From: Jan Kara <jack@suse.cz>
To: "Darrick J. Wong" <darrick.wong@oracle.com>
Cc: Eric Whitney <enwlinux@gmail.com>,
Ritesh Harjani <riteshh@linux.ibm.com>,
linux-ext4@vger.kernel.org, Jan Kara <jack@suse.cz>,
Theodore Ts'o <tytso@mit.edu>
Subject: Re: xfstests global-ext4/1k generic/219 failure due to dmesg warning of "circular locking dependency detected"
Date: Mon, 12 Oct 2020 13:35:39 +0200 [thread overview]
Message-ID: <20201012113539.GC23665@quack2.suse.cz> (raw)
In-Reply-To: <20201009202408.GC6532@magnolia>
On Fri 09-10-20 13:24:08, Darrick J. Wong wrote:
> On Fri, Oct 09, 2020 at 04:12:38PM -0400, Eric Whitney wrote:
> > * Ritesh Harjani <riteshh@linux.ibm.com>:
> > > Hello All,
> > >
> > > While running generic/219 fstests on a 1k blocksize on x86 box, I see
> > > below dmesg warning msg and generic/219 fails. I haven't yet analyzed
> > > it, but I remember I have seen such warnings before as well in my testing.

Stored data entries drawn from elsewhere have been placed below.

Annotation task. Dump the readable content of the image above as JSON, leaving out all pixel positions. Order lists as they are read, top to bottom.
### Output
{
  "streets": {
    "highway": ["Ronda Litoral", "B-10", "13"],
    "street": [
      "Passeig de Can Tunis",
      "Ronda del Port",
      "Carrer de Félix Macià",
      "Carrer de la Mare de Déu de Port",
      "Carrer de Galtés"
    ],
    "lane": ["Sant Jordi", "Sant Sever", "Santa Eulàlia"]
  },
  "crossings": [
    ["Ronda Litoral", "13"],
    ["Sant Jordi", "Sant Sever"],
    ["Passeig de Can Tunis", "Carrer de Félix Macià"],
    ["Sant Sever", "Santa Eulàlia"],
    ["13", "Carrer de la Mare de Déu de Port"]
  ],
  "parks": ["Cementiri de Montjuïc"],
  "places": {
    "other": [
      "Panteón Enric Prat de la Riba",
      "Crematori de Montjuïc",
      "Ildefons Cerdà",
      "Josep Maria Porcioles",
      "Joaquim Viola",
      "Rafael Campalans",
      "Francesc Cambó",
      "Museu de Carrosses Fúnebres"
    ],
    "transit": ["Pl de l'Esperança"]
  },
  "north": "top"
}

> > > I was wondering if others have also seen it in their testing or not and
> > > if this is any known issue?
> > >
> > >
> > > Here it goes, 219.dmesg file.
> > >
> > >
> > > [14459.933253] run fstests generic/219 at 2020-10-08 20:03:27
> > > [14462.947295] EXT4-fs (vdc): mounted filesystem with ordered data mode.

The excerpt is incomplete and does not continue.